Heck, Dan McCullough, who played his high school ball at FHS, is currently with the B.C. Lions in the Canadian Football League. At the risk of failing to mention the most obvious, suffice to say there are several former N.B. high schoolers playing (and excelling) in university ball these days.
What's made these kids even better are the solid grassroots programs now in effect. No longer are kids giving high school coaches the hairy eyeball when asked to assume a three-point stance. They know what that means now.
The Capital Area Minor Football Association offers programs for kids as young as seven all the way up to the bantam (14-15) level. There are senior teams in both men's and women's divisons operating out of the Capital Association and playing in Maritime Leagues.

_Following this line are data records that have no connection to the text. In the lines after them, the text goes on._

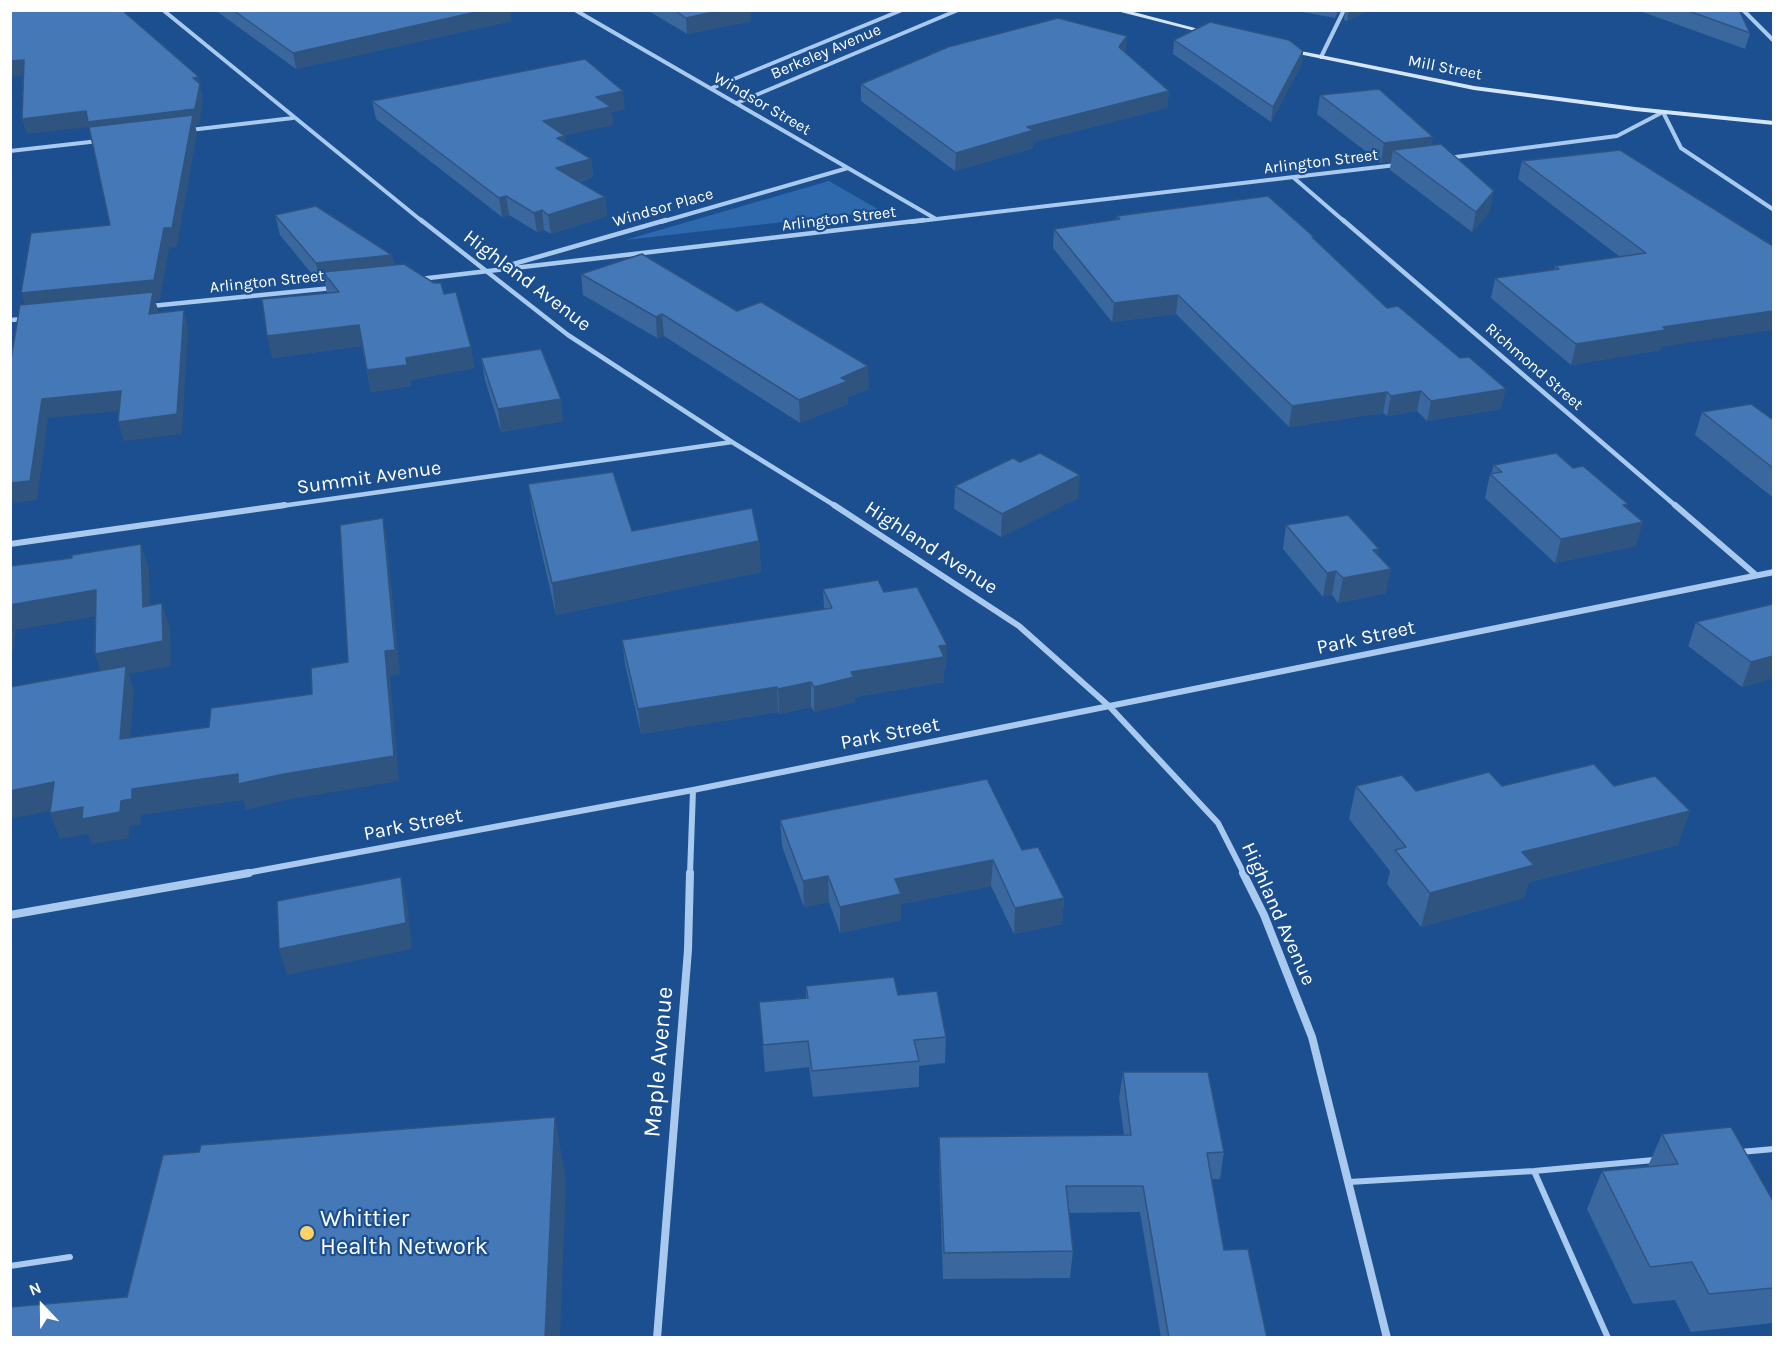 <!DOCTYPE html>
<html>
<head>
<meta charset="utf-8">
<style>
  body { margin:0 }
  #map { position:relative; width:1784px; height:1348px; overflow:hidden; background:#1b4f8f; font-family:Karla,sans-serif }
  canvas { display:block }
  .frame { position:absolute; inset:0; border:12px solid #fff; pointer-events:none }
  .north { position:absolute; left:12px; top:1276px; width:60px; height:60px; -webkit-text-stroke:4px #1b4f8f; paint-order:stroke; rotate:338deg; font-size:16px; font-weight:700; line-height:24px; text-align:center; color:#fff }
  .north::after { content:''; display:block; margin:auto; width:21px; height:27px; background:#fff; clip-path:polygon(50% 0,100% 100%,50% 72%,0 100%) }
</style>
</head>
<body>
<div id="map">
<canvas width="1784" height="1348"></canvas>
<div class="frame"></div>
<div class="north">N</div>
</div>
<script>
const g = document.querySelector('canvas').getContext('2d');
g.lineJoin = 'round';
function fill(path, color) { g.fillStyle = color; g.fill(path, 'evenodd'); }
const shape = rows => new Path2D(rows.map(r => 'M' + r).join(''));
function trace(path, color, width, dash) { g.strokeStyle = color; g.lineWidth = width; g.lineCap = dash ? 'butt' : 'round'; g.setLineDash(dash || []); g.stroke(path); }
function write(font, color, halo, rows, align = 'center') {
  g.font = font + ' Karla,sans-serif'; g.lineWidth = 4.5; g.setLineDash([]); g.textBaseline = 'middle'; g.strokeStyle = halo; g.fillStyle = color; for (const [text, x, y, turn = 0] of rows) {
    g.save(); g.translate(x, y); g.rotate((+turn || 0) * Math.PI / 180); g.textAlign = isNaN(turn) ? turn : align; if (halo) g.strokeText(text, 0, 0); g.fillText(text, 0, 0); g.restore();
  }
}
fill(shape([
  [829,181,881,211,625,240]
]), '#2e69ad');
trace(shape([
  [1740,1152,1774,1149],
  [1534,1171,1608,1338],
  [1349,1182,1534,1171,1654,1160],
  [10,1266,70,1257]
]), '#a9c9ee', 6);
trace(shape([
  [163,10,423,222],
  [575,10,936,219],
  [1743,10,1774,41],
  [1321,57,1344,10],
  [712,88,902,10],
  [737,103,958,10],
  [190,130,293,118],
  [10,151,99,141],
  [1448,158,1617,136,1663,112,1681,148,1774,210],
  [1294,178,1345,222],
  [661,222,848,168],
  [911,222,1396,165]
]), '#a9c9ee', 4);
trace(shape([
  [421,220,568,335,732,442,837,507],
  [1343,220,1677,507],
  [503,267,666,220],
  [420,279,924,220],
  [151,306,332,288],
  [10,320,25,319],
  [274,507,732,442]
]), '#a9c9ee', 4.5);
trace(shape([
  [834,505,1019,626,1110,707,1218,823,1244,874],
  [1675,505,1756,575],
  [10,544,285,505],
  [241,874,693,790,1774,572],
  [690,874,693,790]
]), '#a9c9ee', 6);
trace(shape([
  [1243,873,1264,915,1312,1037,1387,1338],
  [10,915,249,873],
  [657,1338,688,950,690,873]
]), '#a9c9ee', 8);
fill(shape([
  [1113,10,1126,10,1214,33,1211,35,1113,10],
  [1286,48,1474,86,1635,107,1774,121,1774,125,1635,111,1474,90,1284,51,1284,49,1286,48]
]), '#d6e6fa');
fill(shape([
  [215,10,510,10,511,21,296,69],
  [647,10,750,10,751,21,687,34],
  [1292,10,1339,10,1335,18],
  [1345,10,1369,10,1347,21,1344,20],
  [1637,10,1739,10,1750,33,1745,49],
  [1174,40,1303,51,1301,65,1271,122,1173,54],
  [1126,52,1125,53,1169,91,1167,108,1033,142,1033,148,955,171,861,101,861,84],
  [1320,95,1432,145,1490,211,1472,232,1390,170,1391,161,1381,163,1317,114],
  [372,101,625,109,612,112,613,125,564,135,566,144,591,159,593,177,579,182,605,197,607,216,551,234,544,230,537,232,509,215,502,217,376,119],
  [1522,161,1773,246,1661,347,1660,350,1571,365,1491,298,1495,278,1554,270,1555,266,1620,257,1518,179],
  [275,215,392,255,394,265,444,294,471,347,474,368,410,380,411,386,371,392,362,346,272,358,327,293,325,283,320,284,280,235],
  [1117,216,1314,237,1314,239,1387,308,1501,409,1427,421,1417,411,1387,416,1383,413,1289,427,1176,314,1112,322,1053,248,1054,229,1116,220],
  [581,274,869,389,848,397,848,404,800,423,664,336,657,338,583,295],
  [481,358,563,421,501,432,485,380],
  [1702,412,1773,419,1773,495,1771,496,1695,435],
  [1494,465,1573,468,1627,508,1636,546,1555,563,1485,498,1490,474,1491,474],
  [528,484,632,531,759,541,761,572,556,615,533,515],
  [955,486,1078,498,1001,537,954,509],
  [1286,525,1378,555,1386,593,1338,603,1332,595,1323,597,1283,549],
  [823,589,884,592,946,669,944,670,944,682,855,697,855,702,814,712,811,707,779,714,778,712,641,734,625,664,622,640,824,609],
  [1773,604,1773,678,1742,687,1688,646,1696,622],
  [1356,786,1416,791,1502,786,1614,786,1678,845,1529,882,1524,898,1421,927,1387,884,1390,871,1349,819],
  [780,820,1022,850,1064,898,1062,924,1014,934,991,886,901,904,901,920,840,933,829,902,804,907,782,846],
  [806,986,898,995,946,1037,945,1063,919,1066,919,1087,813,1097,809,1067,765,1072,759,1002,806,998],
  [1123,1072,1224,1152,1220,1179,1211,1179,1224,1250,1267,1338,1161,1338,1140,1212,1069,1213,1073,1251,1070,1278,943,1279,939,1164,939,1137,1124,1135,1119,1098],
  [1662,1134,1773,1201,1773,1323,1691,1332,1675,1300,1633,1304,1587,1209,1602,1171,1648,1166]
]), '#3a679d');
fill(shape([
  [485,10,510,10,511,21,296,69,293,53],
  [722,10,750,10,751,21,687,34,686,18],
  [1349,10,1369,10,1347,21],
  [1127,36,1126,52,1117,63,1119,47],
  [1303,51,1301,65,1271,122,1273,107],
  [24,60,28,75,10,77,10,61],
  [199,77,203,100,199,125,195,125,197,133,177,247,169,248,160,300,155,301,158,309,154,333,28,314,21,293,154,280,89,127,27,134,22,119],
  [623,91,625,109,612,112,613,125,546,140,543,121,596,97],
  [1169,91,1167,108,1033,142,1033,148,955,171,956,153,1027,127],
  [565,136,567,154,557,138],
  [1433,137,1430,156,1393,150,1391,161,1381,163,1384,143],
  [591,159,593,177,559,187,556,168],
  [1494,191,1490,211,1472,232,1476,212],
  [506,196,509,215,502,217,499,198],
  [605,197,607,216,551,234,548,215],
  [542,210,544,230,537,232,534,213],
  [392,255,396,276,323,272,325,283,320,284,316,263],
  [1178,295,1176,314,1112,322,1114,303],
  [184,310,188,328,182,434,124,441,118,422],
  [1773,311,1773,330,1661,347,1660,350,1571,365,1576,344,1663,327],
  [662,314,664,336,657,338,656,317],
  [359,325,363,346,272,358,267,336],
  [471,347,474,368,410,380,411,386,371,392,367,370,406,358],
  [868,366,869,389,848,397,848,404,800,423,799,400,841,378],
  [1506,389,1501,409,1427,421,1431,401],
  [121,391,127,410,48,418,37,500,10,504,10,483,42,399],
  [1421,391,1417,411,1387,416,1391,396],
  [1387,392,1383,413,1289,427,1292,406],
  [561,399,563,421,501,432,498,409],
  [1080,475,1078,498,1001,537,1002,514],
  [1628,504,1621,527,1643,522,1636,546,1555,563,1561,539,1623,505],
  [383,518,387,542,400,674,390,676,399,781,291,799,246,810,243,800,141,815,140,825,129,826,129,838,92,844,88,834,60,839,50,813,121,801,132,789,238,774,385,651],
  [759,541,761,572,556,615,552,583],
  [141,544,149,568,150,631,143,607],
  [1379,549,1375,572,1391,569,1386,593,1338,603,1343,578,1373,550],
  [1336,571,1332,595,1323,597,1327,573],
  [96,590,104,615,16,630,13,651,10,651,10,605],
  [162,603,170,628,171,666,129,674,134,691,128,764,120,739,103,678,95,654],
  [947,645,946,669,944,670,944,682,855,697,855,702,814,712,814,687,851,672,939,646],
  [1773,656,1773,678,1742,687,1751,662],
  [811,682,811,707,779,714,778,689],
  [777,687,778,712,641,734,638,709],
  [54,782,64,808,10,819,10,791],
  [1690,811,1678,845,1529,882,1524,898,1421,927,1430,893,1522,852],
  [993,860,991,886,901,904,901,920,840,933,840,907,895,879],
  [828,876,829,902,804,907,803,881],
  [401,877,407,903,412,949,287,975,279,949],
  [1064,898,1062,924,1014,934,1015,908],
  [555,1117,566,1180,560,1338,545,1338]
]), '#305480');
const building = shape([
  [10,10,122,10,199,77,193,78,200,84,195,109,88,122,86,111,22,119,24,60,10,61,10,10],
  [233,10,485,10,293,53,233,10],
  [674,10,722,10,686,18,674,10],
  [1686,10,1739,10,1750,33,1686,10],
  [1058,18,1127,36,1119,47,1169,91,1027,127,1034,130,956,153,861,84,948,47,1058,18],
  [1210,22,1289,40,1303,51,1273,107,1174,40,1210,22],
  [585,59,623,91,596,97,611,107,543,121,565,136,557,138,591,159,556,168,605,197,548,215,542,210,534,213,506,196,499,198,372,101,585,59],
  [1379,89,1433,137,1384,143,1320,95,1379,89],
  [193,115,172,228,164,228,154,280,21,293,31,233,110,225,89,127,193,115],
  [1441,144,1494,191,1476,212,1393,150,1441,144],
  [1620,150,1773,246,1773,311,1663,327,1666,330,1576,344,1495,278,1559,269,1555,266,1646,253,1522,161,1620,150],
  [1268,196,1314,237,1312,237,1387,308,1398,306,1460,358,1469,357,1506,389,1431,401,1421,391,1391,396,1387,392,1292,406,1178,295,1114,303,1054,229,1120,219,1117,216,1268,196],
  [316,206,392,255,316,263,275,215,316,206],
  [642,254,737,311,761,302,868,366,841,378,848,381,799,400,662,314,656,317,581,274,642,254],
  [404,264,434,283,441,283,444,294,456,292,471,347,406,358,407,365,367,370,359,325,267,336,262,299,339,292,323,272,404,264],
  [153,292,149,314,184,310,177,414,118,422,121,391,42,399,30,481,10,483,10,366,20,305,153,292],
  [541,349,561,399,498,409,481,358,541,349],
  [1751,404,1772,419,1773,419,1773,468,1702,412,1751,404],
  [1040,453,1080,475,1002,514,955,486,1013,458,1020,462,1040,453],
  [1556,453,1573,468,1583,466,1628,504,1623,505,1643,522,1561,539,1490,474,1502,472,1494,465,1556,453],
  [613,472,632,531,752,508,759,541,552,583,528,484,613,472],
  [1348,515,1379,549,1373,550,1391,569,1343,578,1336,571,1327,573,1286,525,1348,515],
  [383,518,395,650,385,651,394,756,284,774,238,784,238,774,132,789,132,799,121,801,120,812,82,819,83,807,50,813,54,782,10,791,10,687,126,666,120,739,209,727,211,708,312,694,311,668,348,662,340,525,383,518],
  [141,544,143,607,162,603,163,641,95,654,96,590,10,605,10,566,72,558,72,555,141,544],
  [878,580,884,592,917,587,947,645,939,646,944,657,851,672,854,677,814,687,811,682,778,689,777,687,638,709,622,640,832,608,823,589,878,580],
  [1773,604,1773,656,1751,662,1696,622,1773,604],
  [1594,764,1614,786,1655,776,1690,811,1522,852,1534,865,1430,893,1395,850,1406,847,1356,786,1402,775,1416,791,1489,772,1502,786,1594,764],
  [987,779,1022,850,1038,847,1064,898,1015,908,993,860,895,879,901,894,840,907,828,876,803,881,780,820,987,779],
  [401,877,406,923,279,949,277,901,401,877],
  [894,977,898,995,937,991,946,1037,914,1040,919,1061,812,1071,808,1041,763,1045,759,1002,808,998,806,986,894,977],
  [1123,1072,1208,1072,1224,1152,1207,1153,1224,1250,1248,1249,1267,1338,1169,1338,1143,1186,1066,1186,1073,1251,944,1253,939,1137,1131,1135,1123,1072],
  [555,1117,545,1338,10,1338,10,1307,127,1297,163,1155,199,1152,201,1145,555,1117],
  [1731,1127,1773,1201,1773,1288,1709,1294,1692,1262,1650,1267,1602,1171,1678,1164,1662,1134,1731,1127]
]);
fill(building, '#4478b7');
trace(building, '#305480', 1.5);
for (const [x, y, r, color] of [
  [307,1233,8,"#ffd166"]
]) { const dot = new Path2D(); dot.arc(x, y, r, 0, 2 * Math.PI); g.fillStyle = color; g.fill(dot); trace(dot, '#1b4f8f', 2); }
write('16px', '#fff', '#1b4f8f', [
  ["Berkeley Avenue",826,52,-23],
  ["Mill Street",1445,68,11],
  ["Windsor Street",762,104,30],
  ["Arlington Street",1321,162,-7],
  ["Windsor Place",663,208,-16],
  ["Arlington Street",839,219,-7],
  ["Arlington Street",267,282,-6],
  ["Richmond Street",1534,367,41]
]);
write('20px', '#fff', '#1b4f8f', [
  ["Highland Avenue",527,281,37],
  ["Summit Avenue",369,478,-8],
  ["Highland Avenue",931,548,33],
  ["Park Street",1366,638,-12],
  ["Park Street",890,734,-11],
  ["Park Street",413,825,-11],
  ["Highland Avenue",1278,914,66]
]);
write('24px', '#fff', '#1b4f8f', [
  ["Maple Avenue",659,1062,-85]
]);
write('24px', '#fff', '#1b4f8f', [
  ["Whittier",320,1219],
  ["Health Network",320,1247]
], 'left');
</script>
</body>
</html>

In other words, football is now a big deal, from the youngster starting out to the high schooler looking to play university ball to mom and dad playing at the senior level.
We've touched on the merits of football as a sport generating school spirit. There's no better orientation session for incoming kids: gathering on a sunny Saturday afternoon in September watching your buddies play football. Check out the crowds for most other AUS sports. You've got alumni and city folks, but students are hard to find. Football in the AUS seems to have a more solid student following.
With just four teams, the Atlantic Conference would dearly love to have teams return to UNB and UPEI for instance. The rumour making the rounds is if UNB brings in a team, UPEI would follow, particularly with a new facility being built to accommodate the Canada Games being played there this summer.
UNB has its new turf field at Chapman replete with football markings. With the considerable upstart cost, it would have to be a Laval-type situation where a group outside of the school would finance the team.
Alumni types tell me there's such a group in place. And that once a team becomes reality, money won't be a problem.
Talk is cheap, of course.
But if there's a will, there's always a way.